Working from the entries below, give again each line from the first through the one containing "height:9px; margin:-4.5px; padding:0", exactly and with nothing else.

[Material provided — start]

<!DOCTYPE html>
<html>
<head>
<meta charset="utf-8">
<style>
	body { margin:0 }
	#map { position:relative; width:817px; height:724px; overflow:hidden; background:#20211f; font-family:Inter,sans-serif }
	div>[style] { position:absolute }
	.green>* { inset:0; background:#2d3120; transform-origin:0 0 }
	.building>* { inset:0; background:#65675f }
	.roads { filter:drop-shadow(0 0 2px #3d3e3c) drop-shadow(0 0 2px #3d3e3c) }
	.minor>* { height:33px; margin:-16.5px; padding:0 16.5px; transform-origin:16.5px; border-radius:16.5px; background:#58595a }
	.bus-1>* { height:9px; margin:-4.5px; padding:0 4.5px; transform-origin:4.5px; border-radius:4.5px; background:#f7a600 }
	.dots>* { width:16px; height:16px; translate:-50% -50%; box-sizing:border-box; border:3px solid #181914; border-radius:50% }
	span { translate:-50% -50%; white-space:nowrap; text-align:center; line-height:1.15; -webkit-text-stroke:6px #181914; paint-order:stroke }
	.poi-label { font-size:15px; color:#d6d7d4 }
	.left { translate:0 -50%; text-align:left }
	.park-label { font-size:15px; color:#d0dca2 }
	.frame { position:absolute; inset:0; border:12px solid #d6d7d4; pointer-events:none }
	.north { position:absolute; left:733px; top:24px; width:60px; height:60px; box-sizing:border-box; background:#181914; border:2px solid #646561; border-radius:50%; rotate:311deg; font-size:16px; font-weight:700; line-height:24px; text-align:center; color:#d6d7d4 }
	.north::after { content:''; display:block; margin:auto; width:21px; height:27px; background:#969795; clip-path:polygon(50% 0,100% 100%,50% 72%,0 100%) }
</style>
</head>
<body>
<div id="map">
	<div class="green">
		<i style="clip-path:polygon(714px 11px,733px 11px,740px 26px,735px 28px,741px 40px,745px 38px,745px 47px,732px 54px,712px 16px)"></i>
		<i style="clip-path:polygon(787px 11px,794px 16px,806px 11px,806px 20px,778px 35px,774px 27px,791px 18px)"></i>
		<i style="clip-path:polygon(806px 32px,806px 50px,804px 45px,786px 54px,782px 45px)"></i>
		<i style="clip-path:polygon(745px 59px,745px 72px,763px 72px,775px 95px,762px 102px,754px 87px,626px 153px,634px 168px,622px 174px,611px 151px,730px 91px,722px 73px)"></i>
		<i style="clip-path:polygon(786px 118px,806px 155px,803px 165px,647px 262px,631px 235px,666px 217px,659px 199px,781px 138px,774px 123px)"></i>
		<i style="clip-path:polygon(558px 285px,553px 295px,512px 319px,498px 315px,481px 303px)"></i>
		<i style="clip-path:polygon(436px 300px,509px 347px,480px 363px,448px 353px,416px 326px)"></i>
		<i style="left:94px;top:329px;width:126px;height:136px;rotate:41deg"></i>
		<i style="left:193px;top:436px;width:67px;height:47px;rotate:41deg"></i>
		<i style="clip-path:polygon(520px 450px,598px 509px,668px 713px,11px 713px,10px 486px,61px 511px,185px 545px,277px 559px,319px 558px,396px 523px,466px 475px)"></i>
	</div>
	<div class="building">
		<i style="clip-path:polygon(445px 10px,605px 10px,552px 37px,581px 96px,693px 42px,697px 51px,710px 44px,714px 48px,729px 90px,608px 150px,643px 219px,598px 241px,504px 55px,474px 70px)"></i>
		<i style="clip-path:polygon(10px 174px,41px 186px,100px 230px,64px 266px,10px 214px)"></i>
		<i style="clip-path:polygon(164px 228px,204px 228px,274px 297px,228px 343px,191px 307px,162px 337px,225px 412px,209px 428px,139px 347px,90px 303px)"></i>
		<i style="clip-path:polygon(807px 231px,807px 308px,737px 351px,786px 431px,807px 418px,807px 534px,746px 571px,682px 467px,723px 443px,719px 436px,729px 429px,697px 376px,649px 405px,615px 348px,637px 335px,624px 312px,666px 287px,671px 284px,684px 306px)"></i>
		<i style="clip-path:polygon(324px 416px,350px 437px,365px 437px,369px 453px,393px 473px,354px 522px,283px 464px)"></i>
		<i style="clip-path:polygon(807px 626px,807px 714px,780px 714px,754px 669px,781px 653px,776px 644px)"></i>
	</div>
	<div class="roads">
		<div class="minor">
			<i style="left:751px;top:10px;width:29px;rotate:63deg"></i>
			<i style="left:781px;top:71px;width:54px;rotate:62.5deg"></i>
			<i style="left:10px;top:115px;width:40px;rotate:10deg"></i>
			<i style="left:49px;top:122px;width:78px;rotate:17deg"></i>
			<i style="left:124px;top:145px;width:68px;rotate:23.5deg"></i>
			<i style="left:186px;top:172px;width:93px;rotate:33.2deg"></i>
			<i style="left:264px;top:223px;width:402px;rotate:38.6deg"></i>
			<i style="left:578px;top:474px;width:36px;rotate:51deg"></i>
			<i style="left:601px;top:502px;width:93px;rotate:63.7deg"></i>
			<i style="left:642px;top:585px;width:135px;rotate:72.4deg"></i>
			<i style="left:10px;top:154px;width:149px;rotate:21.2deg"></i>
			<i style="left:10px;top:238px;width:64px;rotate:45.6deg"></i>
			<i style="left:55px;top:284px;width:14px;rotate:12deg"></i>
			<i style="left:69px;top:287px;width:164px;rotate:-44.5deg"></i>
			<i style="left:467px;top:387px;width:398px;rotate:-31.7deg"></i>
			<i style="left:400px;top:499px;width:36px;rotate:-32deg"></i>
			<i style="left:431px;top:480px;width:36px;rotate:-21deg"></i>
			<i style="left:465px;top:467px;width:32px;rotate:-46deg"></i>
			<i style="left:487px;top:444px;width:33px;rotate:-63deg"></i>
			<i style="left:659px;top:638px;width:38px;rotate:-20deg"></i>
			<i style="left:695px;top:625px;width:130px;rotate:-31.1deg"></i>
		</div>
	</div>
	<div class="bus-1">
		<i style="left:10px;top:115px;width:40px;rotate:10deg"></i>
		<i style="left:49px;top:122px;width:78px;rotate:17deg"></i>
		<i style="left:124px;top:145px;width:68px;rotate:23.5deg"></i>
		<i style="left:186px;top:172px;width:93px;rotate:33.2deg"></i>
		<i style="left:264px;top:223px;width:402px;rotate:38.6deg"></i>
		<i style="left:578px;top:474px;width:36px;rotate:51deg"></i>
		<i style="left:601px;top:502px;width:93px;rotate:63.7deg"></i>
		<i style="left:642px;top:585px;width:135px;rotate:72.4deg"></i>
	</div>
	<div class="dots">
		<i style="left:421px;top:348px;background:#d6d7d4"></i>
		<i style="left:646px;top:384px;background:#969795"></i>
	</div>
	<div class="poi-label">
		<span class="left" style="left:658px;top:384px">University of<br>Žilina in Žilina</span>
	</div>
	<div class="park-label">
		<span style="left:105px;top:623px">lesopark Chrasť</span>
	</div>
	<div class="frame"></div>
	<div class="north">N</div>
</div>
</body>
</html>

[Material provided — finish]

# [Response]
<!DOCTYPE html>
<html>
<head>
<meta charset="utf-8">
<style>
	body { margin:0 }
	#map { position:relative; width:817px; height:724px; overflow:hidden; background:#20211f; font-family:Inter,sans-serif }
	div>[style] { position:absolute }
	.green>* { inset:0; background:#2d3120; transform-origin:0 0 }
	.building>* { inset:0; background:#65675f }
	.roads { filter:drop-shadow(0 0 2px #3d3e3c) drop-shadow(0 0 2px #3d3e3c) }
	.minor>* { height:33px; margin:-16.5px; padding:0 16.5px; transform-origin:16.5px; border-radius:16.5px; background:#58595a }
	.bus-1>* { height:9px; margin:-4.5px; padding:0 4.5px; transform-origin:4.5px; border-radius:4.5px; background:#f7a600 }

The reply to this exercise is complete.